ACTIVITY:
Give the data again word for word; drop the pictures.

[Data records]
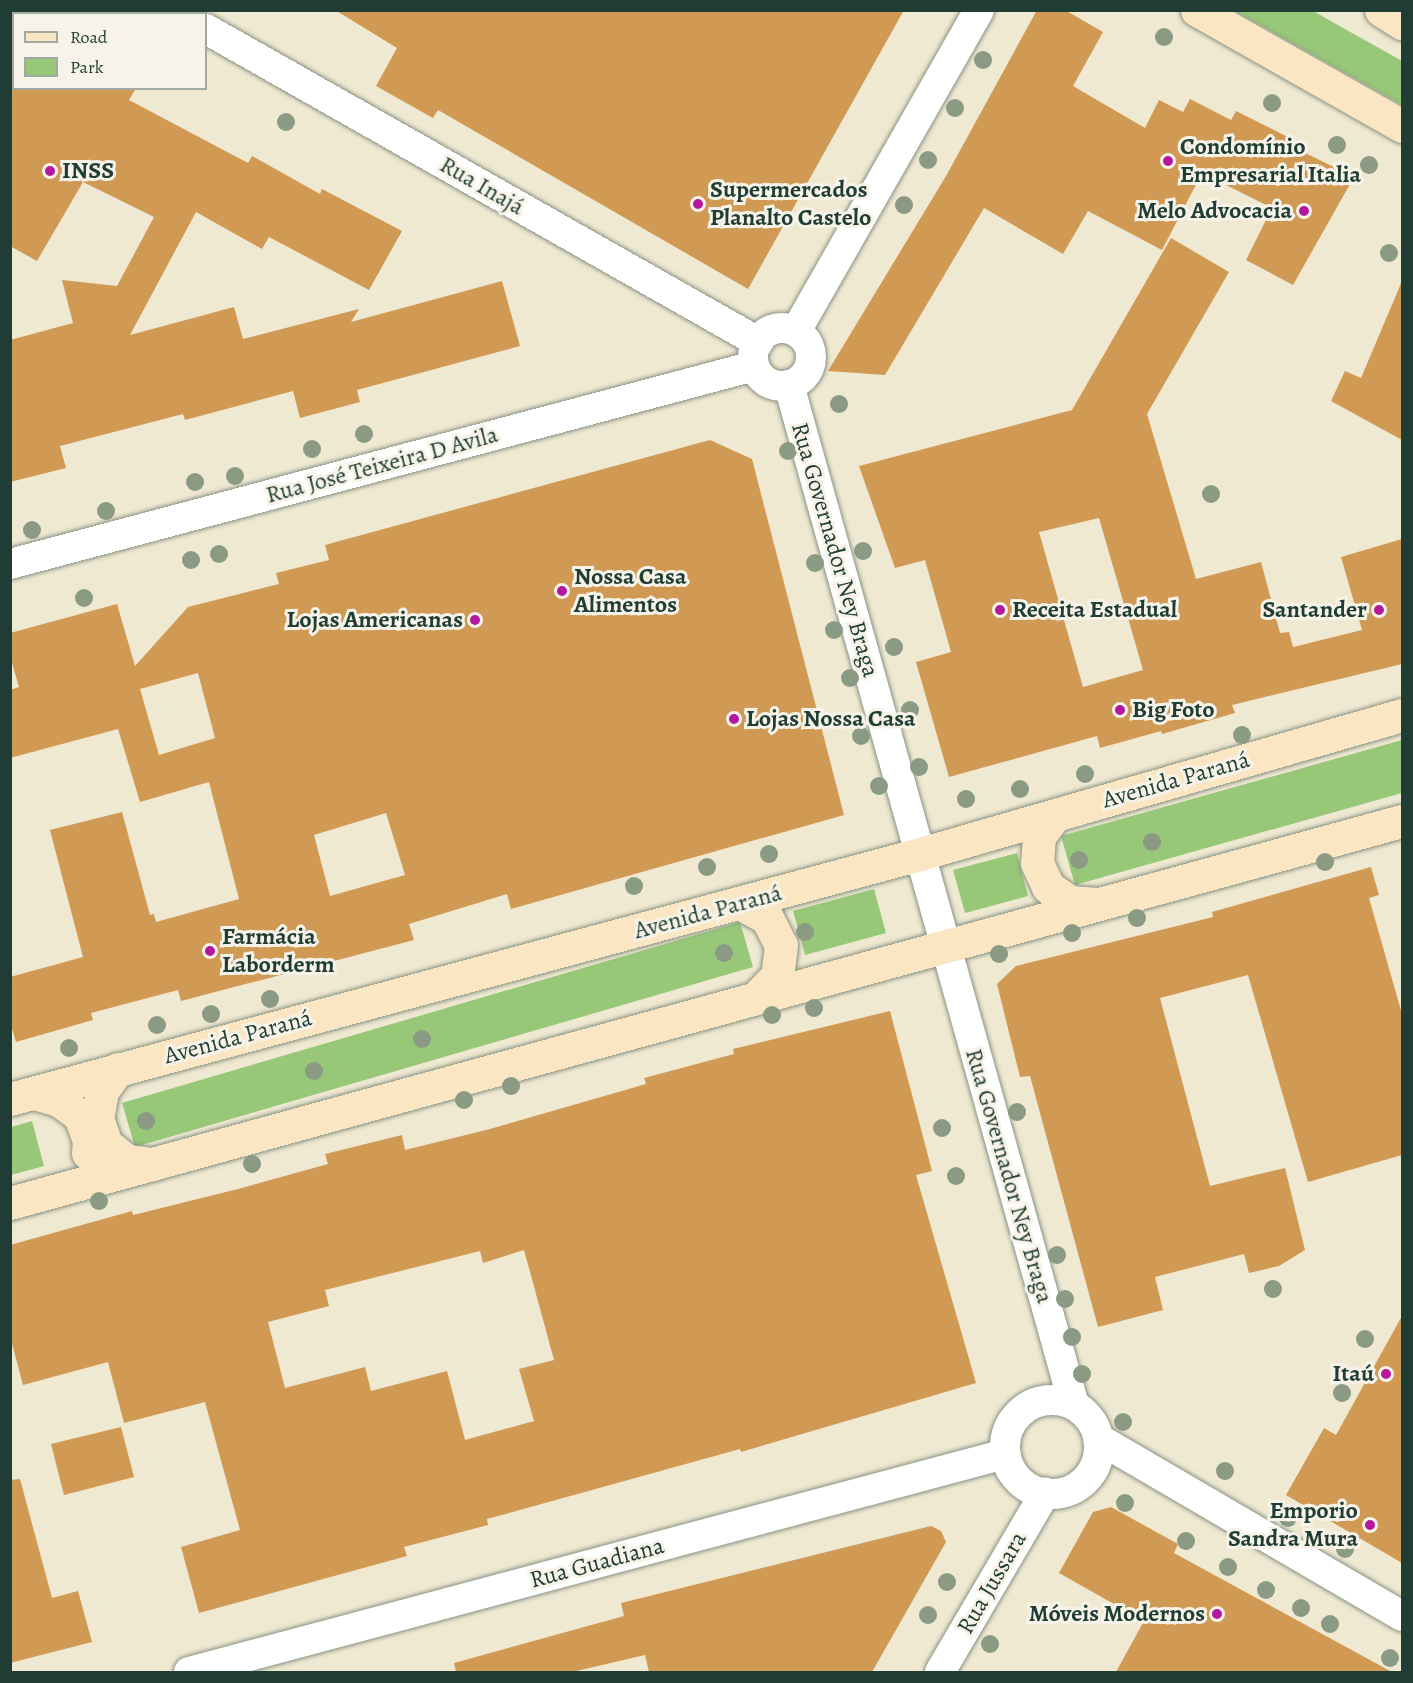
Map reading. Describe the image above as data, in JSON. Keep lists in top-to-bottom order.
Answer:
{
  "streets": {
    "street": [
      "Rua Inajá",
      "Rua José Teixeira D Avila",
      "Rua Governador Ney Braga",
      "Avenida Paraná",
      "Rua Guadiana",
      "Rua Jussara"
    ]
  },
  "crossings": [
    ["Rua Inajá", "Rua José Teixeira D Avila"],
    ["Rua Inajá", "Rua Governador Ney Braga"],
    ["Rua José Teixeira D Avila", "Rua Governador Ney Braga"],
    ["Rua Governador Ney Braga", "Avenida Paraná"],
    ["Rua Governador Ney Braga", "Rua Guadiana"],
    ["Rua Governador Ney Braga", "Rua Jussara"],
    ["Rua Guadiana", "Rua Jussara"]
  ],
  "places": [
    "Condomínio Empresarial Italia",
    "INSS",
    "Supermercados Planalto Castelo",
    "Melo Advocacia",
    "Nossa Casa Alimentos",
    "Receita Estadual",
    "Santander",
    "Lojas Americanas",
    "Big Foto",
    "Lojas Nossa Casa",
    "Farmácia Laborderm",
    "Itaú",
    "Emporio Sandra Mura",
    "Móveis Modernos"
  ],
  "legend": ["Road", "Park"]
}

ANSWER SECTION:
Map reading. Describe the image above as data, in JSON. Keep lists in top-to-bottom order.
Answer:
{
  "streets": {
    "street": [
      "Rua Inajá",
      "Rua José Teixeira D Avila",
      "Rua Governador Ney Braga",
      "Avenida Paraná",
      "Rua Guadiana",
      "Rua Jussara"
    ]
  },
  "crossings": [
    ["Rua Inajá", "Rua José Teixeira D Avila"],
    ["Rua Inajá", "Rua Governador Ney Braga"],
    ["Rua José Teixeira D Avila", "Rua Governador Ney Braga"],
    ["Rua Governador Ney Braga", "Avenida Paraná"],
    ["Rua Governador Ney Braga", "Rua Guadiana"],
    ["Rua Governador Ney Braga", "Rua Jussara"],
    ["Rua Guadiana", "Rua Jussara"]
  ],
  "places": [
    "Condomínio Empresarial Italia",
    "INSS",
    "Supermercados Planalto Castelo",
    "Melo Advocacia",
    "Nossa Casa Alimentos",
    "Receita Estadual",
    "Santander",
    "Lojas Americanas",
    "Big Foto",
    "Lojas Nossa Casa",
    "Farmácia Laborderm",
    "Itaú",
    "Emporio Sandra Mura",
    "Móveis Modernos"
  ],
  "legend": ["Road", "Park"]
}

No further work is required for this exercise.